Gocha Tkebuchava გოჩა ტყებუჩავა

Personal information
- Date of birth: 24 November 1963 (age 62)
- Place of birth: Tbilisi, Georgian SSR
- Height: 1.70 m (5 ft 7 in)
- Position: Defender

Team information
- Current team: Guria (head coach)

Youth career
- Dinamo Tbilisi

Senior career*
- Years: Team / Apps / (Gls)
- 1982: Lokomotivi Tbilisi
- 1982: Dinamo Tbilisi / 0 / (0)
- 1982–1983: Dynamo Moscow / 26 / (3)
- 1984–1987: Guria Lanchkhuti / 132 / (16)
- 1988: Dinamo Tbilisi / 12 / (1)
- 1988–1991: Guria Lanchkhuti / 98 / (4)
- 1991–1992: Dinamo Tbilisi / 19 / (0)
- 1992–1993: Ilves / 42 / (8)
- 1993–1994: Dinamo Tbilisi / 1 / (0)
- 1994–1995: Hapoel Ashdod / 26 / (8)
- 1995–1996: Hakoah Maccabi Ramat Gan / 27 / (7)
- 1996: Hapoel Ashkelon /  / (3)
- 1996–1997: Hakoah Maccabi Ramat Gan / 17 / (6)
- 1997: Maccabi Herzliya / 5 / (0)
- 1997–1999: Hakoah Maccabi Ramat Gan /  / (13)
- 1999–2000: Beitar Tel Aviv /  / (2)

International career
- 1994: Georgia / 1 / (0)

Managerial career
- 2001: Dinamo Tbilisi
- 2004: Georgia
- 2012: Baia Zugdidi
- 2014: Georgia U17
- 2017–2020: Pakhtakor Tashkent (assistant)
- 2026–: Guria

= Gocha Tkebuchava =

Georgian footballer (born 1963)

Gocha Tkebuchava (გოჩა ტყებუჩავა; born 24 November 1963) is a Georgian professional football coach and former player. He is currently the head coach of Liga 3 club Guria.

==Club career==
Tkebuchava made his professional debut in the Soviet Second League in 1982 for Locomotive Tbilisi. He played one game in the UEFA Cup 1982–83 for FC Dynamo Moscow.

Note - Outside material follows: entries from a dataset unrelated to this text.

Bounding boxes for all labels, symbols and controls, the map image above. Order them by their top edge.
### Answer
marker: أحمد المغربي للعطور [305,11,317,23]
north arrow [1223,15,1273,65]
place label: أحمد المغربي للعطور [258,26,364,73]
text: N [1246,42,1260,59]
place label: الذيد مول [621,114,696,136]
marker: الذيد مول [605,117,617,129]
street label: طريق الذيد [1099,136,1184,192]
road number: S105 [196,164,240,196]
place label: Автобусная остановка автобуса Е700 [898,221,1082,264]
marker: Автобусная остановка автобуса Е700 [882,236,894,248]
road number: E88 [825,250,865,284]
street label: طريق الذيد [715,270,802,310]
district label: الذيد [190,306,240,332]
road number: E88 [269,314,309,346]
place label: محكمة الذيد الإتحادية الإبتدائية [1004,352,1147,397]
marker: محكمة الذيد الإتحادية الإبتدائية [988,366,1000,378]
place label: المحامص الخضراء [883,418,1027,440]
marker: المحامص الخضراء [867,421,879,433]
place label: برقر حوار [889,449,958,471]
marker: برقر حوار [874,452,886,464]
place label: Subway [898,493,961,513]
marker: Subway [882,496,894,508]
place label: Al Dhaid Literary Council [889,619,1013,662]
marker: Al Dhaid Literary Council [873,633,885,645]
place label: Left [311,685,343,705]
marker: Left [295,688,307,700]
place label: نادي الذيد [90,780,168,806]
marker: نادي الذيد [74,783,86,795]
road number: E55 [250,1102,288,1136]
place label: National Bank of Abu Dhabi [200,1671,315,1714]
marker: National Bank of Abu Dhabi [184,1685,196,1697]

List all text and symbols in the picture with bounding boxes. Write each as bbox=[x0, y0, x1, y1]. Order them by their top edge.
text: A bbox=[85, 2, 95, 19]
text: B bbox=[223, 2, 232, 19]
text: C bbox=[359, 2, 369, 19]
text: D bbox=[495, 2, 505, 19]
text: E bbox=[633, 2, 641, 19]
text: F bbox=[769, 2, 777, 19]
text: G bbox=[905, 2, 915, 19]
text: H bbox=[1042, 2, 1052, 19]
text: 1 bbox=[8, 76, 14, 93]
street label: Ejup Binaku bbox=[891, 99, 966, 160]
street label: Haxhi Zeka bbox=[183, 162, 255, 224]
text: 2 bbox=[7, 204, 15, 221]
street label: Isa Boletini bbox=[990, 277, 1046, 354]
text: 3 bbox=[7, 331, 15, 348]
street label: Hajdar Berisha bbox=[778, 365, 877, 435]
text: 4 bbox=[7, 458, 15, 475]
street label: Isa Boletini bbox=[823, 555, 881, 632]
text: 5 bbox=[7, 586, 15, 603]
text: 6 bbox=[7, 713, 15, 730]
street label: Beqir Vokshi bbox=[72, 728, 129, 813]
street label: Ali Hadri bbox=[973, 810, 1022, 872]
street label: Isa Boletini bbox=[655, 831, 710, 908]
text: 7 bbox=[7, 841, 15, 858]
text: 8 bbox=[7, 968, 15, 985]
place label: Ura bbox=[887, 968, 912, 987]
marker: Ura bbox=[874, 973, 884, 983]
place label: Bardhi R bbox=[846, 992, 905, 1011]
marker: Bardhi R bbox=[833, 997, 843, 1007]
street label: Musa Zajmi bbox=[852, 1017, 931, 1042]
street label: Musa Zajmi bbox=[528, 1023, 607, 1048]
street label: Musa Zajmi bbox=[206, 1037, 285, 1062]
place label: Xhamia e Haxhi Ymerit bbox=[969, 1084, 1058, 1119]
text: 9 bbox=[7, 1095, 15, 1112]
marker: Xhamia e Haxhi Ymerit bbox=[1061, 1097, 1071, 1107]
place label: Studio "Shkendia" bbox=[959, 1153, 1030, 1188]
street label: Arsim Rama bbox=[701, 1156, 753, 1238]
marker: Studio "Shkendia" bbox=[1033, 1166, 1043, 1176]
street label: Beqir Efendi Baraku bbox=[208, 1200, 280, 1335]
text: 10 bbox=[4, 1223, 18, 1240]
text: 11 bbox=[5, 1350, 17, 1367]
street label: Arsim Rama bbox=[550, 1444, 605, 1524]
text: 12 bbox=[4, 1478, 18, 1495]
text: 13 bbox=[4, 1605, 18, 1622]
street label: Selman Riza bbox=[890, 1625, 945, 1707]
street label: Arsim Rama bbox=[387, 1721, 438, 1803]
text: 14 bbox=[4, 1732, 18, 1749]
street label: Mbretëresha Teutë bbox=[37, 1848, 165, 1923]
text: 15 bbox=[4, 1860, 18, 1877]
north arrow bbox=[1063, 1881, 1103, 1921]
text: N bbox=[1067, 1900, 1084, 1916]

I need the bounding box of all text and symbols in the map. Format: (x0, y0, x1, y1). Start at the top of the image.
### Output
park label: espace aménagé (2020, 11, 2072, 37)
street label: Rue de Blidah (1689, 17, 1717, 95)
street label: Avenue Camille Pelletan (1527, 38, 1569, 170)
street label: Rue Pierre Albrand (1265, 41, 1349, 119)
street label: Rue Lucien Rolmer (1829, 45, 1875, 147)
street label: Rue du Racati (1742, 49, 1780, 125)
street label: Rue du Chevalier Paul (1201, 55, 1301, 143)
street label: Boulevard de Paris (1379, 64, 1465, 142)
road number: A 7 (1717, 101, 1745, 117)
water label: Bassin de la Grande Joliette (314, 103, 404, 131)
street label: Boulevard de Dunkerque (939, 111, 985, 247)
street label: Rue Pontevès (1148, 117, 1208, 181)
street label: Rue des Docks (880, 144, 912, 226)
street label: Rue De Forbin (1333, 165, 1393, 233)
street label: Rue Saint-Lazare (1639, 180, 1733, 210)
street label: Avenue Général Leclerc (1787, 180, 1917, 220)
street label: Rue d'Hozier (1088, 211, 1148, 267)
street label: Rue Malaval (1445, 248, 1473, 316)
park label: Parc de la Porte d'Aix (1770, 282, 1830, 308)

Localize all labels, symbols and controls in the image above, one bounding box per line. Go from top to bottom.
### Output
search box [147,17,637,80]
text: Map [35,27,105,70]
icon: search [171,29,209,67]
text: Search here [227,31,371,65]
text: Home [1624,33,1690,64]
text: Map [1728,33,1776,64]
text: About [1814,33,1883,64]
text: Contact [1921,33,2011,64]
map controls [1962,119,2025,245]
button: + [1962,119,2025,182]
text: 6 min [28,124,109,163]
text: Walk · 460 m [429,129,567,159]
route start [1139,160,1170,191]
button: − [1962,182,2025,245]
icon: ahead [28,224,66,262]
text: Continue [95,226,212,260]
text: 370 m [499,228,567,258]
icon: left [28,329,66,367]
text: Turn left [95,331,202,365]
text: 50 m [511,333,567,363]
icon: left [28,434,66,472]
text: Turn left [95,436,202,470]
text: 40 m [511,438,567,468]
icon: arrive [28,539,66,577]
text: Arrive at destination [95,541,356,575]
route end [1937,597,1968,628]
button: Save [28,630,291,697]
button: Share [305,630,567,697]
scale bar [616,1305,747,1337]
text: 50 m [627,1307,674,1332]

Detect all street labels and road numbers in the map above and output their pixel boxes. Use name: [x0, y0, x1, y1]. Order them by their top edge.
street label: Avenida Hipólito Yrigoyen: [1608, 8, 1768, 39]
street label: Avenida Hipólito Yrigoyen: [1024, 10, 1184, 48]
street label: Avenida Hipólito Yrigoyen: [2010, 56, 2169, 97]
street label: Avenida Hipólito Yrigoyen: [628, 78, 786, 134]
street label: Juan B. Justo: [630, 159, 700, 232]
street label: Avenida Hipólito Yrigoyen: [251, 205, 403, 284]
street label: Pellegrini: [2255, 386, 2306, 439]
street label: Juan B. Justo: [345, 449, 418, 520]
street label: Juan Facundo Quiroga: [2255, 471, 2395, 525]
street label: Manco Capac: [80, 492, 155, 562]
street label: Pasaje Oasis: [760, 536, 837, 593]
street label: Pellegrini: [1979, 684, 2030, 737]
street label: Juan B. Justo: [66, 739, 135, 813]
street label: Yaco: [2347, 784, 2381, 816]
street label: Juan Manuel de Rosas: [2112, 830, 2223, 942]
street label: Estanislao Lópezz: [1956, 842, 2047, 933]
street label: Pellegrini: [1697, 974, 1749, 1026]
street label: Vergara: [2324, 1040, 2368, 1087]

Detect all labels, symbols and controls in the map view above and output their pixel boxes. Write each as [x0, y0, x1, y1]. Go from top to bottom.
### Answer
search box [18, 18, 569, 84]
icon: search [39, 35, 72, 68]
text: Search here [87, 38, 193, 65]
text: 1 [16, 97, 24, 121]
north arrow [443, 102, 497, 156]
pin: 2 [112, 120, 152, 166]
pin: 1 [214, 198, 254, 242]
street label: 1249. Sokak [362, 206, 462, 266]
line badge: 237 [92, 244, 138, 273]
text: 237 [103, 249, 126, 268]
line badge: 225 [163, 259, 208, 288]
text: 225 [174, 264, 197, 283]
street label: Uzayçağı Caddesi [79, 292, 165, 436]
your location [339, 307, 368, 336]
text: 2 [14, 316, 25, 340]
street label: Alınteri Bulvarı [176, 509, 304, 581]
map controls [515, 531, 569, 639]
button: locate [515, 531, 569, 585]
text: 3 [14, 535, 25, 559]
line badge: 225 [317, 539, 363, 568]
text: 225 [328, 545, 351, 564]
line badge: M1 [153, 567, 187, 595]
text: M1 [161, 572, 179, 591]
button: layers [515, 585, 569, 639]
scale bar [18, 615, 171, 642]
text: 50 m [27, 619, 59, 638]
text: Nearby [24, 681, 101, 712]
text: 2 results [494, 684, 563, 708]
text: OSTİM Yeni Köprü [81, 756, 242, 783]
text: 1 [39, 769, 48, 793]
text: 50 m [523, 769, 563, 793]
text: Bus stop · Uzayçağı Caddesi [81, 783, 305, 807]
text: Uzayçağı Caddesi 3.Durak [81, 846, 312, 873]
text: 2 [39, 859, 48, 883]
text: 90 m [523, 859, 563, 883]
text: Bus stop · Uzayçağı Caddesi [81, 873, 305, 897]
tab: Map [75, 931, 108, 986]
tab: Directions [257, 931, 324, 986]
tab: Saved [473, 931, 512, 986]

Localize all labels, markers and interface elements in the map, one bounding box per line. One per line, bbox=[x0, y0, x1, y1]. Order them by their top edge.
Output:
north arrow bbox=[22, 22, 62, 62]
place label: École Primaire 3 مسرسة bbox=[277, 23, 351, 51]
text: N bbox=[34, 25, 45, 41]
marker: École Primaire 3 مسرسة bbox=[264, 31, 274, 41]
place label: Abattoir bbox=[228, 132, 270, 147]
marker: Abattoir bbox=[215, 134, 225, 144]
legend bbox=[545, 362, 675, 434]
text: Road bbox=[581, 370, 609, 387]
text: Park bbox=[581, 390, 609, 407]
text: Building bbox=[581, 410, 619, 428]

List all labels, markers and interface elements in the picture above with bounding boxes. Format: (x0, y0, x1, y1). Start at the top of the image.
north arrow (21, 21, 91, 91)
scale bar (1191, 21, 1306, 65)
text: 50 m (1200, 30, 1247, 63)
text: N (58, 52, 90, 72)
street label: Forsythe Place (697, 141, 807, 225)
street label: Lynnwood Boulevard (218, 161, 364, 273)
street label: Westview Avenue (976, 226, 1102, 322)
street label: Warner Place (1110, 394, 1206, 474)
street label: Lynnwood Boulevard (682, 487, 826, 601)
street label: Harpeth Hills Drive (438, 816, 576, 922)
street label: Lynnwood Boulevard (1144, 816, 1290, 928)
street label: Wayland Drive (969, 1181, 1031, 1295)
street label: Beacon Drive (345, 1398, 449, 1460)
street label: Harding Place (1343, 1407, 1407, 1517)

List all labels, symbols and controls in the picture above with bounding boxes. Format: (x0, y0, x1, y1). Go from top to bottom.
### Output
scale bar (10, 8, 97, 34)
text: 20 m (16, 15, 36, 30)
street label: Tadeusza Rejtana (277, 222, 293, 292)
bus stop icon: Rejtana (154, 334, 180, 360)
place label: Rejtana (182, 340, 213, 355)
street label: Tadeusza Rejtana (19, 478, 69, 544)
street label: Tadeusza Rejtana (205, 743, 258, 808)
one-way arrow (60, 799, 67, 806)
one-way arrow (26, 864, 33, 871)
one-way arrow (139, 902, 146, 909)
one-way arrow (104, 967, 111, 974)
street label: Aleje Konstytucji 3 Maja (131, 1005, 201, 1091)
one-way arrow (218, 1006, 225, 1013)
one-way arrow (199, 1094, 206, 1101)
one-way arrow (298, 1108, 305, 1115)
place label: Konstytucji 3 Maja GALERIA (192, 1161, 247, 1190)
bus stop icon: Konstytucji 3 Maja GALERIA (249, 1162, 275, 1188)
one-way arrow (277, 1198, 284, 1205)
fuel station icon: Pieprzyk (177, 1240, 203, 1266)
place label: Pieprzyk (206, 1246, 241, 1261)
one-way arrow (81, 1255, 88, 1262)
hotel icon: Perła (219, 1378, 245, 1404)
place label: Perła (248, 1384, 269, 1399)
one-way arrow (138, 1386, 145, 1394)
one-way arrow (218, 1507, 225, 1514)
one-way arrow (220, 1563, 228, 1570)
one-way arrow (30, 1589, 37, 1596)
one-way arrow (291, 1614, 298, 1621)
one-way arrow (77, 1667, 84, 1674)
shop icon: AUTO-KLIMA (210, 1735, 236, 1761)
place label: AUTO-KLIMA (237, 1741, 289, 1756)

In 1983, Tkebuchava was called up to the Soviet national U21 team for the 1983 FIFA World Youth Championship held in Mexico, although he remained as an unused substitute. On 26 June 1994, he played for the Georgia team in a friendly game against Latvia.
==Managerial career==
Dinamo Tbilisi was the first club Tkebuchava took over as head coach in 2001. Three years later, he was appointed at the national U21 team. Between 2008 and 2011, Tkebuchava worked as a coach at a football school in Spain. Later he worked at Baia Zugdidi, national U14 and U17 teams. From 2017 to 2021, Tkebuchava worked as assistant manager to Shota Arveladze at Uzbek club Pakhtakor Tashkent.

In early January 2026, Tkebuchava was appointed as head coach at Liga 3 side Guria.